# Week 2 Assignment: How are the multiple heads in the multi-head attention created?

I have finished the assignment, but I was confused about how the multiple heads were created. I noticed that one of the inputs for `compute_attention_heads_closure` was the number of heads. However, the input “x” for `compute_attention_heads` is already a tensor where one of the axes has a length equal to the number of heads.

Where and how are the heads created?
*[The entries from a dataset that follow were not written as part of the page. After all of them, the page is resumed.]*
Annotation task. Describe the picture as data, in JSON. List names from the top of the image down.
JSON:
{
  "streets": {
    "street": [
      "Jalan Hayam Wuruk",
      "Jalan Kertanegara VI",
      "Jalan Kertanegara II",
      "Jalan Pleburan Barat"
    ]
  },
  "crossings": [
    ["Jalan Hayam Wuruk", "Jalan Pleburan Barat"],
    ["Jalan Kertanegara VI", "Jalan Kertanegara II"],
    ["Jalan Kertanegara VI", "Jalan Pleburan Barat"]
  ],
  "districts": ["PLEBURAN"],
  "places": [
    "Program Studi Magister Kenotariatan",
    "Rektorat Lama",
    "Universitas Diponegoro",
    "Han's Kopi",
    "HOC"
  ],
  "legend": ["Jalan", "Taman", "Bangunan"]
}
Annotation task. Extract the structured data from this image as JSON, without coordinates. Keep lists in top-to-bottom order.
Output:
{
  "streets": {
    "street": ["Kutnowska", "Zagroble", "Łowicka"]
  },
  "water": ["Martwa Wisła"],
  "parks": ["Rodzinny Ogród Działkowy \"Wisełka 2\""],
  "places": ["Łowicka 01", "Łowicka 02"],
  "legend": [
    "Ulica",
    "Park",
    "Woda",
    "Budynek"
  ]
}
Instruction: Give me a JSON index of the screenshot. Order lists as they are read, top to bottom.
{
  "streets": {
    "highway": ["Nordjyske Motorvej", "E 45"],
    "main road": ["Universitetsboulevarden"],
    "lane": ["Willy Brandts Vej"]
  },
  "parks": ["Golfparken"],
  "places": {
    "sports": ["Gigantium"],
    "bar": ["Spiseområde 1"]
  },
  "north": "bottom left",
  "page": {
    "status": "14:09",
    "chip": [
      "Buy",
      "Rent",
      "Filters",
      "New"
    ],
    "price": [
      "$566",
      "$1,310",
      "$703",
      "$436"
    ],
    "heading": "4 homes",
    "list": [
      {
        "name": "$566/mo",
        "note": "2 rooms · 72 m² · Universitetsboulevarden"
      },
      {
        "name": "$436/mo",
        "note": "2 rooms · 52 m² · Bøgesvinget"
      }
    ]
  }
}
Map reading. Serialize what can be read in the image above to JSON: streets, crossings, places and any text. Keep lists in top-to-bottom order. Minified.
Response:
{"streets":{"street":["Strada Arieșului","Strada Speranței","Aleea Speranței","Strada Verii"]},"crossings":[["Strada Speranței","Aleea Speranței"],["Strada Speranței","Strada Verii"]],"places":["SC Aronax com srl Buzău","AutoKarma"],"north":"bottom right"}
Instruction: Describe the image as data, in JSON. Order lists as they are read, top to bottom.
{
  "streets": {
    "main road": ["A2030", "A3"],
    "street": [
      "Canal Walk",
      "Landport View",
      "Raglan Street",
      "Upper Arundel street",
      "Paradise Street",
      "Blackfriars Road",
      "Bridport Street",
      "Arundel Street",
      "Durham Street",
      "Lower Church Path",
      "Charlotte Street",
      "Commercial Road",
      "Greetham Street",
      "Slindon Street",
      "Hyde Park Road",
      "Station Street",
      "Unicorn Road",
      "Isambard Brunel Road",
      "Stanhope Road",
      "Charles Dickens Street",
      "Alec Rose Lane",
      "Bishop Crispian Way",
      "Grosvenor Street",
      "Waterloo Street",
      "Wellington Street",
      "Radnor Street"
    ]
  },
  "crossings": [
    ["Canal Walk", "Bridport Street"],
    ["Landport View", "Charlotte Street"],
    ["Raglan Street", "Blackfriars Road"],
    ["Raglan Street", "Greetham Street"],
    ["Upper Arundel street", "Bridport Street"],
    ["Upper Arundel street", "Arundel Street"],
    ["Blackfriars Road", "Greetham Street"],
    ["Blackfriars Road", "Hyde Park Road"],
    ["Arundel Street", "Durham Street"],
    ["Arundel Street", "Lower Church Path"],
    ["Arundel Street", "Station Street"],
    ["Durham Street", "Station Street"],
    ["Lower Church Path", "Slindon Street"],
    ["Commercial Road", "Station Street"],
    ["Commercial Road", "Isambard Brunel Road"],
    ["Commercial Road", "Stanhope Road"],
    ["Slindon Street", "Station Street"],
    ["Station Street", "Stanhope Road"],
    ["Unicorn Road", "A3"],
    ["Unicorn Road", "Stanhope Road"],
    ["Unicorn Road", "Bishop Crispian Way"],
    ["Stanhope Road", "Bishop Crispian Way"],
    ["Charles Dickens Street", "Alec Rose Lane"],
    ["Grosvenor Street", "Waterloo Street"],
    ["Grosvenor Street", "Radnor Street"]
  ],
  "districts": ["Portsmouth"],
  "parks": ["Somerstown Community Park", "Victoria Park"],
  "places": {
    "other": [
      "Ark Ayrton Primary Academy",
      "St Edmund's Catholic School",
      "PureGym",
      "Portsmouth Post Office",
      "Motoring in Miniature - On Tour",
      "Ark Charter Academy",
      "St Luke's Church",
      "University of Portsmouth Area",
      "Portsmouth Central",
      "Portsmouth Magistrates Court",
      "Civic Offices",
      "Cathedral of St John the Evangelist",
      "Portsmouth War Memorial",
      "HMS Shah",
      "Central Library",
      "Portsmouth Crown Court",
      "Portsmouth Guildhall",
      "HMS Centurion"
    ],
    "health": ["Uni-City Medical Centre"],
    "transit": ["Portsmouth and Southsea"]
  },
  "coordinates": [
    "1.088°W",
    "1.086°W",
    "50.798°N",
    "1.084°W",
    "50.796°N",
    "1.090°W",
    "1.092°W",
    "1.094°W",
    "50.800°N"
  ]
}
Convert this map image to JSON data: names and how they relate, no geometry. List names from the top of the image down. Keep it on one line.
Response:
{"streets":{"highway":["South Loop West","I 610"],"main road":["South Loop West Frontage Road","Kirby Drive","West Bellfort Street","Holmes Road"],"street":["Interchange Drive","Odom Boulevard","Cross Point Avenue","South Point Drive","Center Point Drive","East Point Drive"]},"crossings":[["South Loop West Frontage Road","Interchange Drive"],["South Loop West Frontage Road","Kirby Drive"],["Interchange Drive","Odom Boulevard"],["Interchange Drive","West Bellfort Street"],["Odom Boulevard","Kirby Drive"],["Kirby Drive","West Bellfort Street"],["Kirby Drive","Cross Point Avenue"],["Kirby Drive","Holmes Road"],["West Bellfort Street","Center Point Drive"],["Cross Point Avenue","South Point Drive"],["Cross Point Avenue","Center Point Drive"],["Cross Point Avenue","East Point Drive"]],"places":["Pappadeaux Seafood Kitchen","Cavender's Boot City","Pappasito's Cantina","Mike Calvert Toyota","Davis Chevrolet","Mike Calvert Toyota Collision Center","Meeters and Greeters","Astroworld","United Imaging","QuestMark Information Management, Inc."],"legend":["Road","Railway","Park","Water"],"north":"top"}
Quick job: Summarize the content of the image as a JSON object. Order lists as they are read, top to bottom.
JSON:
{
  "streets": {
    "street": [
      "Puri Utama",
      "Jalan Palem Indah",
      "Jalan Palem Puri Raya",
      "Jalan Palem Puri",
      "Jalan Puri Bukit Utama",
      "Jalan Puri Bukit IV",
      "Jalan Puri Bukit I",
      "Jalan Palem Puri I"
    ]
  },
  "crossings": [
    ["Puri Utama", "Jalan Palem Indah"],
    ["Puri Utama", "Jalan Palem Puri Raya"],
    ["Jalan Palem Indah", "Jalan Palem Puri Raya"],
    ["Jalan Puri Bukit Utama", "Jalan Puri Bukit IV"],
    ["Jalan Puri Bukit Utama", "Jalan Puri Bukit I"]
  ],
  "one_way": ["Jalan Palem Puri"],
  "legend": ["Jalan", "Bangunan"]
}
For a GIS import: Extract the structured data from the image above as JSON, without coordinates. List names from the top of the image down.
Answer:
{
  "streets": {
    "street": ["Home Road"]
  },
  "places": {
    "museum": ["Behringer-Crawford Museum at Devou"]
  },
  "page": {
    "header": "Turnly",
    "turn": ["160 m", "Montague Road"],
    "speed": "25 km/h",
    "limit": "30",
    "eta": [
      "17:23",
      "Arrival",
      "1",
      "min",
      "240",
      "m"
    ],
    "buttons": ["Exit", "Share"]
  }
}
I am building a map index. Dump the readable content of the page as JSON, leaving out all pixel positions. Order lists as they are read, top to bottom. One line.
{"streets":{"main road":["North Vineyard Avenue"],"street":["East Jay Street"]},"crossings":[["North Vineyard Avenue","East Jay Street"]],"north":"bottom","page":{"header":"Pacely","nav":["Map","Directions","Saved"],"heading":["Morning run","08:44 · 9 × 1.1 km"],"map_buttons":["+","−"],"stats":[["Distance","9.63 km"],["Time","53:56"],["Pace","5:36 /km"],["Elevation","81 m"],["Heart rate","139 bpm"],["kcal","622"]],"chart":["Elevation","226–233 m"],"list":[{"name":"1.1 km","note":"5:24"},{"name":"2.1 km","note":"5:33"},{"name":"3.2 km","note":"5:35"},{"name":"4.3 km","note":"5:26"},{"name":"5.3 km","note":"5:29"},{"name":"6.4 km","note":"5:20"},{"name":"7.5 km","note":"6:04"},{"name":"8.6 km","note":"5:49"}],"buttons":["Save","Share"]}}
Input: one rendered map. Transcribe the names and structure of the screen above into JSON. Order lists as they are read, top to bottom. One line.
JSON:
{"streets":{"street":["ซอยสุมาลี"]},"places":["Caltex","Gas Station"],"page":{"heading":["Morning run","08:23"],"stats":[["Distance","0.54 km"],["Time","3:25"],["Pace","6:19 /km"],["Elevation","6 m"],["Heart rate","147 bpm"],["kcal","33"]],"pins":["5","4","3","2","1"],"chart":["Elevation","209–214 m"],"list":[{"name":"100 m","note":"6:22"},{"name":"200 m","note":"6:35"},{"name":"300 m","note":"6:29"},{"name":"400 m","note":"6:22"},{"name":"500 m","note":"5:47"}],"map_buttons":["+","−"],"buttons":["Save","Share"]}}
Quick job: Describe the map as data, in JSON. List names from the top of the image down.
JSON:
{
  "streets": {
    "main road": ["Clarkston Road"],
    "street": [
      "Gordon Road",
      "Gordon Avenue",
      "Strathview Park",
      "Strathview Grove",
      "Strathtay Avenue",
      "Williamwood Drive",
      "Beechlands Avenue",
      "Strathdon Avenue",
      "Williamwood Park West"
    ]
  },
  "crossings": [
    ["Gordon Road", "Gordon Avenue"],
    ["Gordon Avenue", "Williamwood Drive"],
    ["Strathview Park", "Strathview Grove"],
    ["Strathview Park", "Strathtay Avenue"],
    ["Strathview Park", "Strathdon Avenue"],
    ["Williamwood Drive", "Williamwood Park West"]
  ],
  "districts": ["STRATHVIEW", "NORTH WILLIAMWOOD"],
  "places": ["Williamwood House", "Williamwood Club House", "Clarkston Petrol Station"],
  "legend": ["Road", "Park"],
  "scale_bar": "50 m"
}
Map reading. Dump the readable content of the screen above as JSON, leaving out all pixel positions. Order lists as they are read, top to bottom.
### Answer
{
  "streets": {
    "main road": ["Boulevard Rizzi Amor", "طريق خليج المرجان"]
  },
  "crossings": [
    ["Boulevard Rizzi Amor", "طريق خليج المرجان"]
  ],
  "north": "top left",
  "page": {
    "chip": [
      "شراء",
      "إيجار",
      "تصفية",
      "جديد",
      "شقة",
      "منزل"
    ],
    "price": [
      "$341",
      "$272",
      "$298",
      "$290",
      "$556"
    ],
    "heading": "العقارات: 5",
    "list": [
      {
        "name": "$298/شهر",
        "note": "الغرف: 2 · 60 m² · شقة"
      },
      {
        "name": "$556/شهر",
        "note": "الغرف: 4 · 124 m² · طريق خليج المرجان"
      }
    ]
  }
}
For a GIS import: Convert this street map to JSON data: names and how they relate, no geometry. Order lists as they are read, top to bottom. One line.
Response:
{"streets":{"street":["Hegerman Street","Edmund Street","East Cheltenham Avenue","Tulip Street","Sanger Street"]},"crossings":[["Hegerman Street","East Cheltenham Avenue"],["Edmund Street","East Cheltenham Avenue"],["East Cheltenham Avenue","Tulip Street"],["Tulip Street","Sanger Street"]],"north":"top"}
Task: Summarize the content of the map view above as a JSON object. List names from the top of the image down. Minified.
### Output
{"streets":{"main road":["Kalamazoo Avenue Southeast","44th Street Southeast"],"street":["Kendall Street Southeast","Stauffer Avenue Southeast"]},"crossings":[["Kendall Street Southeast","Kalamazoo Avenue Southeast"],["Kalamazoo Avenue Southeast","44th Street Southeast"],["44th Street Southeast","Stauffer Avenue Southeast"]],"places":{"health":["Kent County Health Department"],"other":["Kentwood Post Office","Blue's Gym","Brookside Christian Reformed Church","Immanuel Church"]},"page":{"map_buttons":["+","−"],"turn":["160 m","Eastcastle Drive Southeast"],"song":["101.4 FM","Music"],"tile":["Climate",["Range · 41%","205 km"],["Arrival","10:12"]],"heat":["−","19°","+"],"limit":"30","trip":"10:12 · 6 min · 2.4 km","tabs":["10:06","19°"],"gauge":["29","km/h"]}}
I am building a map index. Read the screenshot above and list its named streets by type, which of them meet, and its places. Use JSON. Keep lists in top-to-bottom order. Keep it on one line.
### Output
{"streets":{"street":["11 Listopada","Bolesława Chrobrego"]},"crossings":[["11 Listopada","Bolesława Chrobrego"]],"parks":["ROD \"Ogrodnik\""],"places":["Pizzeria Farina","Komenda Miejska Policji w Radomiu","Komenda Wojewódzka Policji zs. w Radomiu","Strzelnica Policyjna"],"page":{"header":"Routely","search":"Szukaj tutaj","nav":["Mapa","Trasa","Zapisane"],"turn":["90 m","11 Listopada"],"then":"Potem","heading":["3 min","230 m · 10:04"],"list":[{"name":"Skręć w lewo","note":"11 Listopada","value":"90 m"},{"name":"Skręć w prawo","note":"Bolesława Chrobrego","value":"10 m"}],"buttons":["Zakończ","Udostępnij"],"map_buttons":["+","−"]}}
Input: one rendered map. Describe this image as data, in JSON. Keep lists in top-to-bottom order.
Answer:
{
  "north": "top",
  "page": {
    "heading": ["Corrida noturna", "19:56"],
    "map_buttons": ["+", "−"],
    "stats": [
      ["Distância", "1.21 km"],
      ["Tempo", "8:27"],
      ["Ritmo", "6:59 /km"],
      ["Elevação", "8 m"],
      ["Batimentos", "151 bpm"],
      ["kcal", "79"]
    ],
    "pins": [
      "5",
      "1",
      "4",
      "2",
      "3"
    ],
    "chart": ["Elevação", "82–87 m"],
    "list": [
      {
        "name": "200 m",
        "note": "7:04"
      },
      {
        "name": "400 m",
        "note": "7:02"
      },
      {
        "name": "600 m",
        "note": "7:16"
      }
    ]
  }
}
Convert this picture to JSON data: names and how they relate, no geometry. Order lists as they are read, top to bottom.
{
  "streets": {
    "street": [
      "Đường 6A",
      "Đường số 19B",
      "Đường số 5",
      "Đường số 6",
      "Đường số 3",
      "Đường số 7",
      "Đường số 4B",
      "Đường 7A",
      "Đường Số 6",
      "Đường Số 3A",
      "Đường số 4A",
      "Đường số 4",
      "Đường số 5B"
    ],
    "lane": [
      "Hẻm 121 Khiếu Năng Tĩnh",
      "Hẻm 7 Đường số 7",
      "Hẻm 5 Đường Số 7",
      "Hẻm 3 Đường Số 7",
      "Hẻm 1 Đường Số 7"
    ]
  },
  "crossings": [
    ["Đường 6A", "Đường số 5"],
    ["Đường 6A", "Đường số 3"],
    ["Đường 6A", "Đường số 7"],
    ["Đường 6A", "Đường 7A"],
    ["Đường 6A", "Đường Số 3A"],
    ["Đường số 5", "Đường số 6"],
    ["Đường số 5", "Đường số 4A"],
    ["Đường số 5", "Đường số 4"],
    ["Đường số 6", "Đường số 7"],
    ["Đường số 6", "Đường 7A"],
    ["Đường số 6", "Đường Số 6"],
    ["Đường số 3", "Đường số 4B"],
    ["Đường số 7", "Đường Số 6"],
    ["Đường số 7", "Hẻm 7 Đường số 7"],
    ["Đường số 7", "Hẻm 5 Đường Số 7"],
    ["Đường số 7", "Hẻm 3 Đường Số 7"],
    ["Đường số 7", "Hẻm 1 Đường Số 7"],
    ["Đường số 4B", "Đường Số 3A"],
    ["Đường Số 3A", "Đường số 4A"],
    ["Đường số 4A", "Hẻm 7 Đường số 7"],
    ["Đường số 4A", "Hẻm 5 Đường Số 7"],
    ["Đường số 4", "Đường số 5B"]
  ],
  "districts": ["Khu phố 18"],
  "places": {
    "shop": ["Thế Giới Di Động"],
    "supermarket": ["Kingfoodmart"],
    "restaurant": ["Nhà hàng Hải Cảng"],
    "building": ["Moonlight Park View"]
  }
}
Where does tensor “x” get its shape from?

However, the input “x” for compute_attention_heads is already a tensor where one of the axes has a length equal to the number of heads.

No, the input `x` is a tensor with shape (n_batch, seqlen, n_heads X d_head) - note that the last dimension is a product of n_heads and d_head.

`compute_attention_heads_closure` needs to know how to split last dimension for different heads.

For example, if you have an `x` with shape - (3, 2, 6) how would you split the 6? 2x3 or 3x2? When you know `n_heads` (and `d_head`) you can reshape `x`:

(3, 2, 6) → (3, 2, 2, 3)

later you rearrange the dimensions:
(3, 2, 2, 3) → (3, 2, 2, 3)

(3, 2, 2, 3) → (6, 2, 3)

This reshaping and rearranging is done with Queries, Keys and Values.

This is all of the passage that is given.